Pinpointing Timing Delays in Complex SoCs

In-circuit monitors become essential to understand the causes of failures over time and under real-world operating conditions.

popularity

Telemetry circuits are becoming a necessity in complex heterogeneous chips and packages to show how these devices are behaving post-production, but fusing together relevant data to identify the sources of problems adds its own set of challenges.

In the past, engineering teams could build margin into chips to offset any type of variation. But at advanced nodes and in advanced packages, tolerances are so tight that small defects and/or fluctuations in power and temperature can reduce timing margin enough to cause a failure. As a result, engineering teams need to find the root causes of variation, and to monitor any changes throughout the expected lifetime of a device, which in some cases can be a decade or more.
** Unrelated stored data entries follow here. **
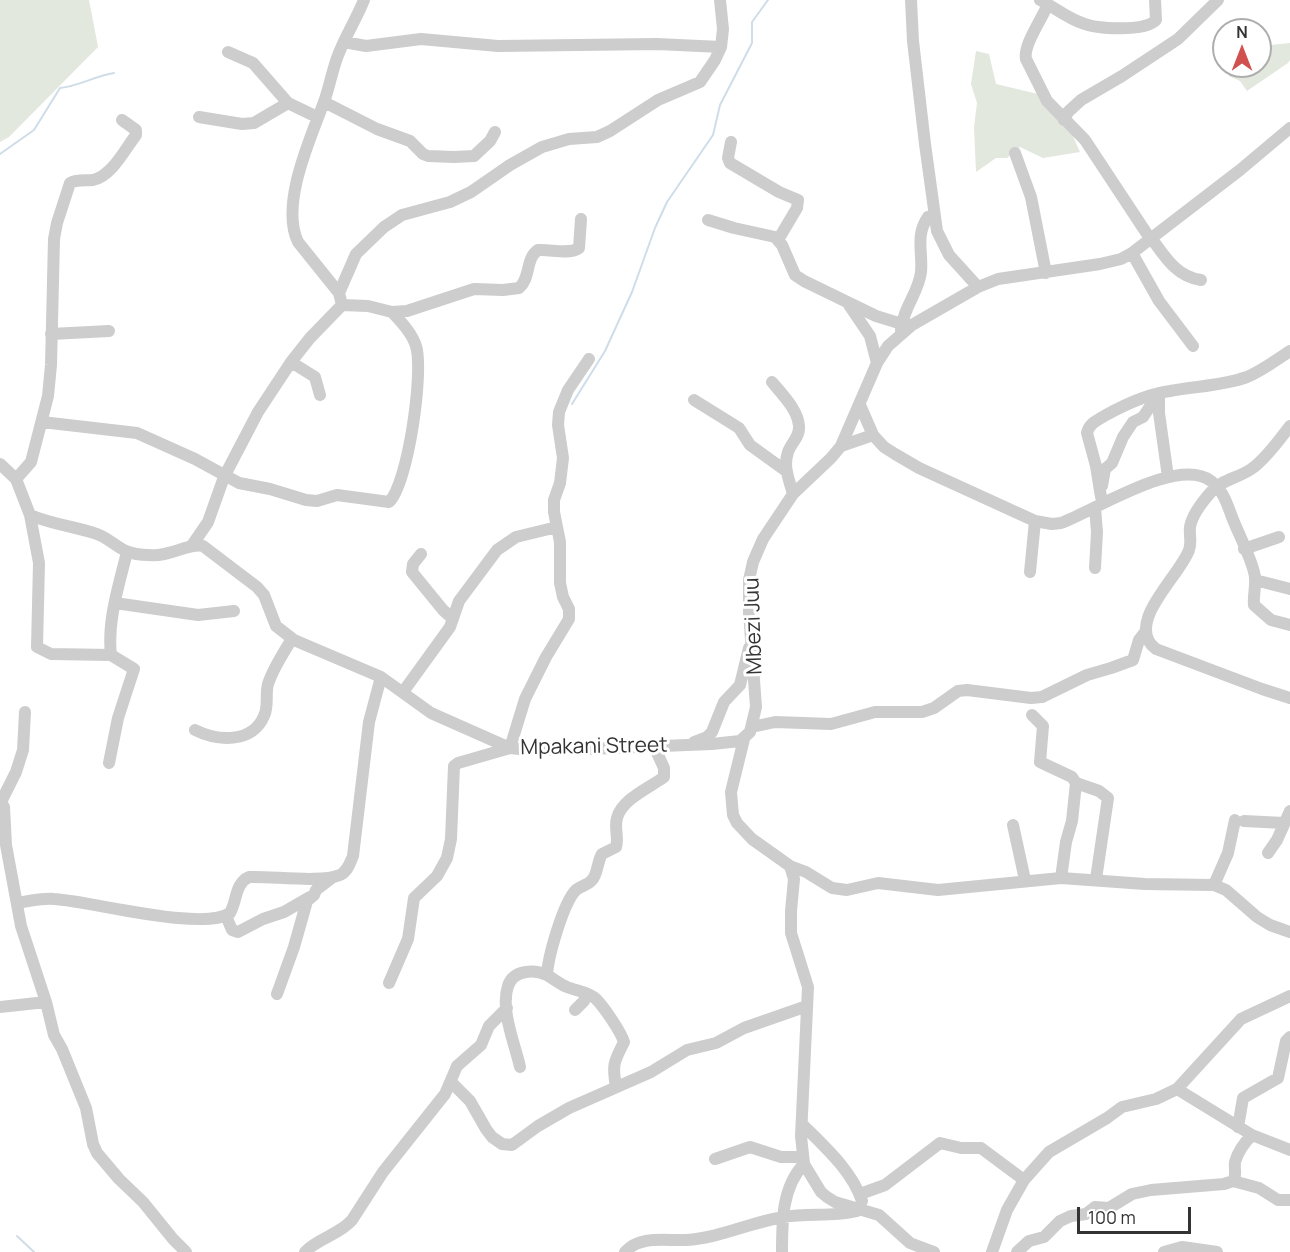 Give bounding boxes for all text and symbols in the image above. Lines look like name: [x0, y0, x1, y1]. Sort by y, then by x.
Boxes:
north arrow: [1212, 18, 1272, 78]
text: N: [1236, 21, 1248, 43]
street label: Mbezi Juu: [740, 577, 768, 675]
street label: Mpakani Street: [520, 733, 668, 761]
scale bar: [1080, 1195, 1194, 1233]
text: 100 m: [1088, 1205, 1136, 1229] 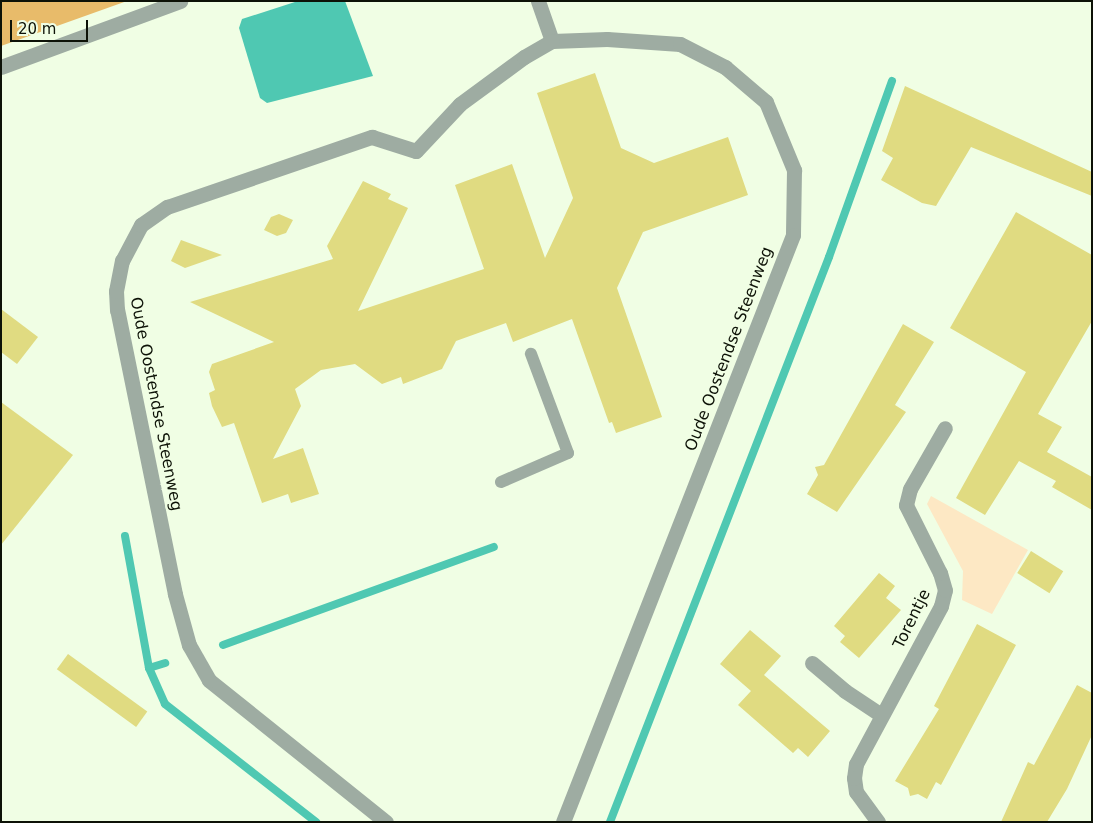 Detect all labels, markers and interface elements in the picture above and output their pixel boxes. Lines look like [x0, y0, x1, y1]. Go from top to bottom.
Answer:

There can be many causes for failures, but as more features are added into devices the potential for unexpected interactions increases. So does the number of factors that could have caused those failures. For example, due to the growing emphasis on hardware/software co-design and software-defined hardware, identifying the source of a software failure becomes much more difficult. The problem may stem from the software code itself, or it may arise from interactions between software and hardware with or without the presence of small defects.

Software applications can vary the functional workloads, bus transactions, and thermal profiles, and they can cause variation in localized power distribution, any of which can affect performance of digital circuits. Consequently, software engineers have found themselves outside their comfort zone because timing margin of a data path with respect to a clock path now can impact a set of code— something that previously was limited to design, test, and system engineers.

That’s just one facet of the problem. At advanced CMOS process nodes, signal paths with just enough timing margin are susceptible to small defects, as well as variations in heat, processes, or power rails. Any of these can cause signal delays. And because they cannot be guard-banded, they must be monitored. As a result, demand is surging for in-circuit monitors that measure timing margins during functional operation, augmenting existing methods that utilize ring oscillators and local copies of a set of paths used for part characterization. This is proving useful both for new product introductions and to understand the causes of failures — at time zero and during field operation.

The difference between the assumed mission profile and actual field usage adds yet another set of issues. This can be caused by different environments, applications, or use cases, and in some cases it can result in accelerated circuit aging and longer digital path delays. The setting of Vmin, i.e., the lowest voltage setting that still ensures desired circuit performance, can cause other problems.

Power usage is of particular concern for data centers and automotive chips. As a result, SoC designs for both target applications are incorporating more and more telemetry circuits (also known as on-chip monitors).

“Devices for data centers are trending in this direction, which is a large driver behind the interest in on-die sensing technology and the data analysis done on collected data,” said Ken Lanier, director of strategic business development at Teradyne. “These sensors look at electrical data, as well as thermal data, which is something traditional automotive devices have not necessarily done in the past. The challenge with data center devices is they are so large that the observability you get at device I/Os doesn’t always tell the whole story.”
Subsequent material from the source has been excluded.